1999 handbook printed by Union of Concerned Scientists

The Consumer's Guide to Effective Environmental Choices: Practical Advice from the Union of Concerned Scientists is a handbook printed by the nonprofit environmental group Union of Concerned Scientists.

In accordance with UCS's pledge to provide scientifically sound and nonbiased solutions to environmental problems, this book's main goal is to debunk myths associated with the environmental movement and reinforce realistic ways in which the average citizen can do his or her part in conservation.
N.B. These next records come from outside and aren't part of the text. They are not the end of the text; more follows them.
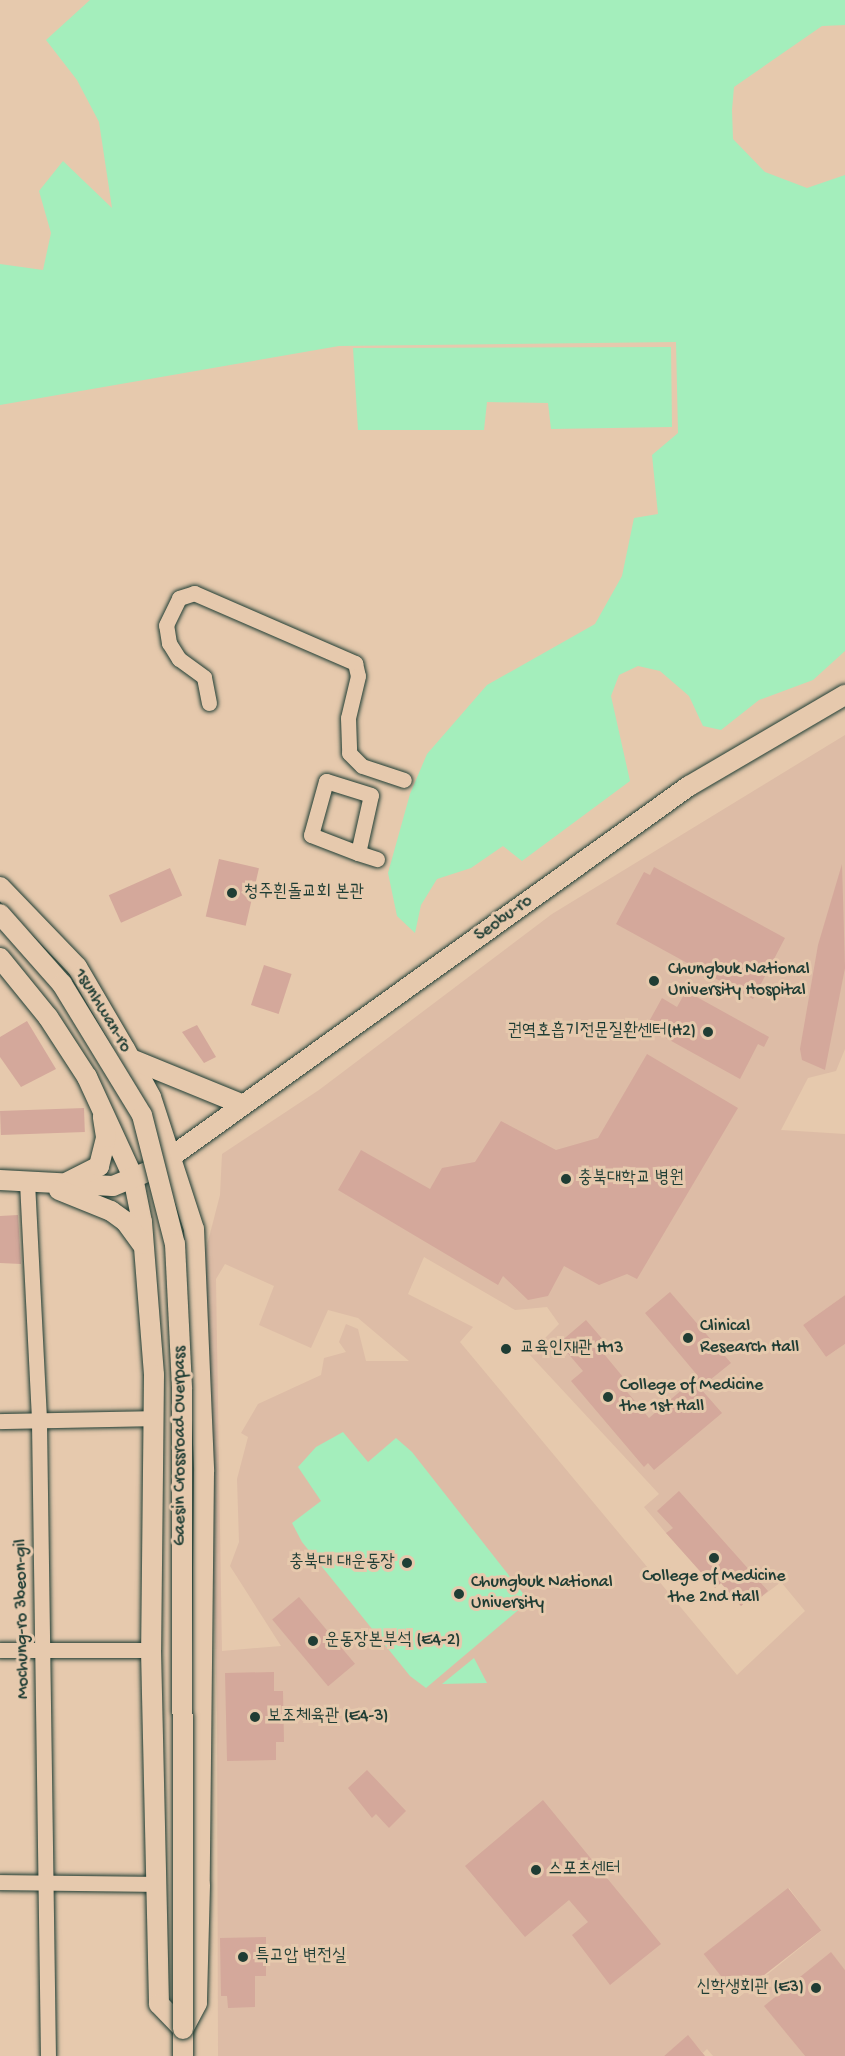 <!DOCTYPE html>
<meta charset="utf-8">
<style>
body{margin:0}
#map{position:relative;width:845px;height:2056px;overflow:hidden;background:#e6c9ad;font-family:"Gochi Hand","Poor Story",sans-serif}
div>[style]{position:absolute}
.built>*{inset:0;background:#ddbca6}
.green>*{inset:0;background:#a4eebc}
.building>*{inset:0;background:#d4a89b;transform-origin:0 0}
.roads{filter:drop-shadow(0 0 2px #1f3d34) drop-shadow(0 0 2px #1f3d34)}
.minor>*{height:15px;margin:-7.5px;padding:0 7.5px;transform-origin:7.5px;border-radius:7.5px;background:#e6c9ad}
.major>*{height:20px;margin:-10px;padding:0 10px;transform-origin:10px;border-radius:10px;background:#e6c9ad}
.bridges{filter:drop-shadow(0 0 2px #1f3d34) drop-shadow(0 0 2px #1f3d34)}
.major-bridge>*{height:20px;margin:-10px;padding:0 10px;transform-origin:10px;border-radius:10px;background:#e6c9ad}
.dots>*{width:16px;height:16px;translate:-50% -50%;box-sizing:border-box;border:3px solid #e6c9ad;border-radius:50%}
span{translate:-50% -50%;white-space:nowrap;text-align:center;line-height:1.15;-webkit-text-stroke:6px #e6c9ad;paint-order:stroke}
.poi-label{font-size:18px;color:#1f3d34}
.left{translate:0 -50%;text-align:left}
.right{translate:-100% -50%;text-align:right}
.street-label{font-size:18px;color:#1f3d34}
</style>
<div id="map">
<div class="built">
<div style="clip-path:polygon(evenodd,845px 735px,845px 1049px,836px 1071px,808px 1078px,781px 1130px,845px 1134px,845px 1295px,803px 1325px,826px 1357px,845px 1344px,845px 1970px,831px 1953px,765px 2006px,805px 2056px,713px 2056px,707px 2049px,703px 2053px,688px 2036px,664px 2056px,218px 2056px,217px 1713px,205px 1253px,220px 1195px,222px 1154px,319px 1090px,552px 914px,845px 735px,424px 1257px,515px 1310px,547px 1307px,559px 1324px,529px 1354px,659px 1494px,644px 1507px,666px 1533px,715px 1588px,721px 1583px,741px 1606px,750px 1598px,755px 1602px,781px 1582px,805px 1611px,737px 1675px,460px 1342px,473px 1327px,408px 1294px,424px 1257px,845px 735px,225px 1264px,274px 1286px,259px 1325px,311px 1348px,328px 1310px,358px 1318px,409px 1361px,366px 1361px,358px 1329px,346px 1324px,339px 1342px,346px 1352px,324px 1358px,321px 1375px,258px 1404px,241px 1433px,248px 1437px,237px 1479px,239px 1542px,230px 1566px,281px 1646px,222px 1651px,216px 1279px,225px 1264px,845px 735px,789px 1888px,821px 1931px,738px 1998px,707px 1956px,789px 1888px)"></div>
</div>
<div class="green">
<div style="clip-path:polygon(90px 0,845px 0,845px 25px,822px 26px,734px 87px,732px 110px,733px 139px,765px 172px,807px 188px,845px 175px,845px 651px,813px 680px,759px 700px,721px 730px,703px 726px,689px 696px,660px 671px,638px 666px,619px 675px,611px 696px,630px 781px,522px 861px,503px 846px,471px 868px,437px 879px,421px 905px,415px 933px,397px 916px,388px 873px,410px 794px,427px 754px,487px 685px,595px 624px,622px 576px,634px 518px,658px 514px,652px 455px,678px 433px,676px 342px,339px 346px,0 405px,0 264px,43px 270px,51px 233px,39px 191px,63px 161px,112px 208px,99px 122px,77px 80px,46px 40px)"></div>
<div style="clip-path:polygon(671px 347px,672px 427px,551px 429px,548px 403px,487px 402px,484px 430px,358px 430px,353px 348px)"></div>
<div style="clip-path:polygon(343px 1432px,368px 1462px,396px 1438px,412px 1452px,529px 1601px,426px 1688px,410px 1676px,302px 1542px,292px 1523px,321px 1501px,298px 1467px,316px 1447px)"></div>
<div style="clip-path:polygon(474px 1658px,487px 1683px,442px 1684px)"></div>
</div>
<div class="building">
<div style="left:219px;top:859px;width:41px;height:59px;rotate:13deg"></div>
<div style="clip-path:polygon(842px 864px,845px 968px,825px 1070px,802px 1060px,800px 1049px,818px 945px)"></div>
<div style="clip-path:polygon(654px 867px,785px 938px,753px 999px,616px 924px,644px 872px,650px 875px)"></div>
<div style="left:170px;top:868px;width:30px;height:67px;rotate:66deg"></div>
<div style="left:264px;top:965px;width:29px;height:42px;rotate:18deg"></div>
<div style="clip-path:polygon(686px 991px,769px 1037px,764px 1047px,758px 1044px,740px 1079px,646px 1027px,662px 998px,677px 1007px)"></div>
<div style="clip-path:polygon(27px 1021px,56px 1069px,21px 1087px,0 1057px,0 1037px)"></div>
<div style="clip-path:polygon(197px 1025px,216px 1057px,204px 1063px,182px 1032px)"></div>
<div style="clip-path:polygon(647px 1054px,738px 1108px,637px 1279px,627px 1274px,599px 1285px,564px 1266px,548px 1296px,528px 1300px,503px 1276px,498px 1285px,338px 1190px,361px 1150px,430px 1189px,442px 1168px,475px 1162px,501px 1121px,556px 1150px,598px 1138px)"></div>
<div style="left:84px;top:1108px;width:24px;height:84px;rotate:88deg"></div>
<div style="clip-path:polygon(18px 1215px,21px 1264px,0 1263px,0 1216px)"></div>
<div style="clip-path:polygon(670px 1292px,731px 1363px,700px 1388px,722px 1413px,654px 1470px,648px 1463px,644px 1467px,571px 1381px,583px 1371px,559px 1343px,586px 1320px,605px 1342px,599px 1348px,623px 1377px,618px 1381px,649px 1418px,698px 1376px,645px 1313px)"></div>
<div style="clip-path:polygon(845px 1295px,845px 1344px,826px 1357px,803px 1325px)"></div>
<div style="clip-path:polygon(679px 1491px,768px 1591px,755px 1602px,750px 1597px,741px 1606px,721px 1583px,715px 1588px,666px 1533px,673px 1528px,657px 1511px)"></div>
<div style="left:299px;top:1597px;width:87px;height:35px;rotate:50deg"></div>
<div style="clip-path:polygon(274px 1672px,274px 1691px,283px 1691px,284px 1742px,276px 1742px,276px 1760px,227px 1761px,225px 1673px)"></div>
<div style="clip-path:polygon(367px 1770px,406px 1811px,389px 1828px,376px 1814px,372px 1818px,348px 1788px)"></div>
<div style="clip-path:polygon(543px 1800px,661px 1944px,610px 1985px,572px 1935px,588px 1922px,569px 1900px,525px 1937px,465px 1866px)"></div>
<div style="left:788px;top:1888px;width:54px;height:107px;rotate:52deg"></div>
<div style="clip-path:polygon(266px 1937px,266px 1976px,255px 1976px,255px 2007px,228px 2008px,227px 1996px,221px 1996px,220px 1938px)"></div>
<div style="clip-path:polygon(831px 1952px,845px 1970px,845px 2056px,805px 2056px,764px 2006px)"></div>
<div style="clip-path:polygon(688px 2035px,705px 2056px,664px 2056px)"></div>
</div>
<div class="roads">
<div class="minor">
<div style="left:209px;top:703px;width:26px;rotate:-101deg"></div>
<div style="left:204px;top:677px;width:31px;rotate:-144deg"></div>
<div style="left:179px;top:659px;width:19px;rotate:-122deg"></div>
<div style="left:169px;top:643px;width:18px;rotate:-99deg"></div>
<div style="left:166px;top:625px;width:30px;rotate:-64deg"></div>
<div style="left:179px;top:598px;width:16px;rotate:-18deg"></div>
<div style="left:194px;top:593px;width:176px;rotate:23.5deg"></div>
<div style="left:355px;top:663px;width:13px;rotate:77deg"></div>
<div style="left:358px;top:676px;width:43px;rotate:103.4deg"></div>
<div style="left:348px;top:718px;width:35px;rotate:88deg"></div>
<div style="left:349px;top:753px;width:18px;rotate:45deg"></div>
<div style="left:362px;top:766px;width:44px;rotate:18.4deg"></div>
<div style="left:358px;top:853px;width:59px;rotate:-77.4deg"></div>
<div style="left:371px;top:795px;width:47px;rotate:-162.7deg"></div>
<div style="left:326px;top:781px;width:56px;rotate:105.5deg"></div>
<div style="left:311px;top:835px;width:50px;rotate:21deg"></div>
<div style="left:358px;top:853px;width:20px;rotate:18deg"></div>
<div style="left:27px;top:1182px;width:240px;rotate:87.1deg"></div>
<div style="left:39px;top:1422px;width:634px;rotate:89.19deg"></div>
<div style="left:0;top:1421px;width:153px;rotate:-1.1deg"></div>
<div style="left:0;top:1650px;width:151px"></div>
<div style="left:0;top:1882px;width:155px;rotate:0.7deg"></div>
</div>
<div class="major">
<div style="left:0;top:887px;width:111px;rotate:46.1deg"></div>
<div style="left:77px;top:967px;width:95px;rotate:59.7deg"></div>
<div style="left:125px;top:1049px;width:55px;rotate:61.6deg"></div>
<div style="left:151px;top:1097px;width:139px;rotate:72deg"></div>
<div style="left:194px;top:1229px;width:243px;rotate:87.6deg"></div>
<div style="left:204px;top:1472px;width:413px;rotate:90.6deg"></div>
<div style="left:200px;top:1885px;width:118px;rotate:91.5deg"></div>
<div style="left:197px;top:2003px;width:30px;rotate:118deg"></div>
<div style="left:183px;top:2029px;width:27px;rotate:90deg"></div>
<div style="left:0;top:958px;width:76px;rotate:50.9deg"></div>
<div style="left:48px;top:1017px;width:72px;rotate:57deg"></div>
<div style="left:87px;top:1077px;width:110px;rotate:65.3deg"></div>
<div style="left:133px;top:1177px;width:46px;rotate:78.7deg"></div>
<div style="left:142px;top:1222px;width:153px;rotate:85.5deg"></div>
<div style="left:154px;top:1375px;width:275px;rotate:90.6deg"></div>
<div style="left:151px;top:1650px;width:354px;rotate:88.7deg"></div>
<div style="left:159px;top:2004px;width:35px;rotate:46deg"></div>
<div style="left:131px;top:1059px;width:119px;rotate:22.2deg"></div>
<div style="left:0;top:1180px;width:113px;rotate:3deg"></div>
<div style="left:113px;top:1186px;width:44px;rotate:-22.5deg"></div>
<div style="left:154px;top:1169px;width:658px;rotate:-35.6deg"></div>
<div style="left:689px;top:786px;width:181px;rotate:-30.3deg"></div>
<div style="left:68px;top:1182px;width:35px;rotate:-27deg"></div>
<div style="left:99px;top:1166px;width:30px;rotate:-76deg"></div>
<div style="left:106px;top:1137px;width:20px;rotate:-99deg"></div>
<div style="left:59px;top:1190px;width:56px;rotate:22deg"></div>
<div style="left:111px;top:1211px;width:19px;rotate:36deg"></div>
<div style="left:126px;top:1222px;width:27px;rotate:54deg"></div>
</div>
</div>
<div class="bridges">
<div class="major-bridge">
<div style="left:0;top:914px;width:94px;rotate:48.5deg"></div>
<div style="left:62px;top:984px;width:153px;rotate:58.6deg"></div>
<div style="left:142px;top:1115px;width:133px;rotate:75.7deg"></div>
<div style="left:175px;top:1244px;width:145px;rotate:87.2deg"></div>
<div style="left:182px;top:1389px;width:640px;rotate:89.91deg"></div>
</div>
</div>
<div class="dots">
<div style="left:232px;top:893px;background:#1f3d34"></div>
<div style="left:654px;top:981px;background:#1f3d34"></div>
<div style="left:708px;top:1032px;background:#1f3d34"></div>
<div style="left:566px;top:1179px;background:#1f3d34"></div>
<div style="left:688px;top:1338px;background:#1f3d34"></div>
<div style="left:506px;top:1349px;background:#1f3d34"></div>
<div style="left:608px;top:1397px;background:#1f3d34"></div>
<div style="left:714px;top:1558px;background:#1f3d34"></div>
<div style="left:407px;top:1563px;background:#1f3d34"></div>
<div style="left:459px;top:1594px;background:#1f3d34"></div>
<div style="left:313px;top:1641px;background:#1f3d34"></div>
<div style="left:255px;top:1717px;background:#1f3d34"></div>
<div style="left:536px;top:1870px;background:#1f3d34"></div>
<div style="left:243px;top:1957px;background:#1f3d34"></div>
<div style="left:816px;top:1988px;background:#1f3d34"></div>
</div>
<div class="poi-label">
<span class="left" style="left:244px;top:893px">청주흰돌교회 본관</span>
<span class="left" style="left:668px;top:981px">Chungbuk National<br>University Hospital</span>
<span class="right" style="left:696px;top:1032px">권역호흡기전문질환센터(H2)</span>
<span class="left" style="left:578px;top:1179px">충북대학교 병원</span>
<span class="left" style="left:700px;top:1338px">Clinical<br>Research Hall</span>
<span class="left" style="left:520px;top:1349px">교육인재관 H13</span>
<span class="left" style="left:620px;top:1397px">College of Medicine<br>the 1st Hall</span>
<span class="right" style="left:395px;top:1563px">충북대 대운동장</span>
<span style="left:714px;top:1588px">College of Medicine<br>the 2nd Hall</span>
<span class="left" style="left:471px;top:1594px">Chungbuk National<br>University</span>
<span class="left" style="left:325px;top:1641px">운동장본부석 (E4-2)</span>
<span class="left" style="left:267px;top:1717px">보조체육관 (E4-3)</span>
<span class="left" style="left:548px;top:1870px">스포츠센터</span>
<span class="left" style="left:255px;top:1957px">특고압 변전실</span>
<span class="right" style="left:804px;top:1988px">신학생회관 (E3)</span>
</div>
<div class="street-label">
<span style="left:504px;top:919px;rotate:-36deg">Seobu-ro</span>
<span style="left:102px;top:1011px;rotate:59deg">1sunhwan-ro</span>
<span style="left:181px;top:1446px;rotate:-90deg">Gaesin Crossroad Overpass</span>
<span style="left:23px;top:1619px;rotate:-91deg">Mochung-ro 3beon-gil</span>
</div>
</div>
The back cover of the book reads:

"Paper or plastic? Bus or car? Old house or new? Cloth diapers or disposables? Some choices have a huge impact on the environment; others are of negligible importance. To those of us who care about our quality of life and what is happening to the earth, this is a vastly important issue. In these pages, the Union of Concerned Scientists help inform consumers about everyday decisions that significantly affect the environment. For example, a few major decisions such as the choice of a house or vehicle have such a disproportionately large effect on the environment that minor environmental infractions shrink by comparison. This book identifies the 4 Most Significant Consumer Related Environmental Problems, 7 Most Damaging Categories, 11 Priority Actions, and 7 Rules for Responsible Consumption."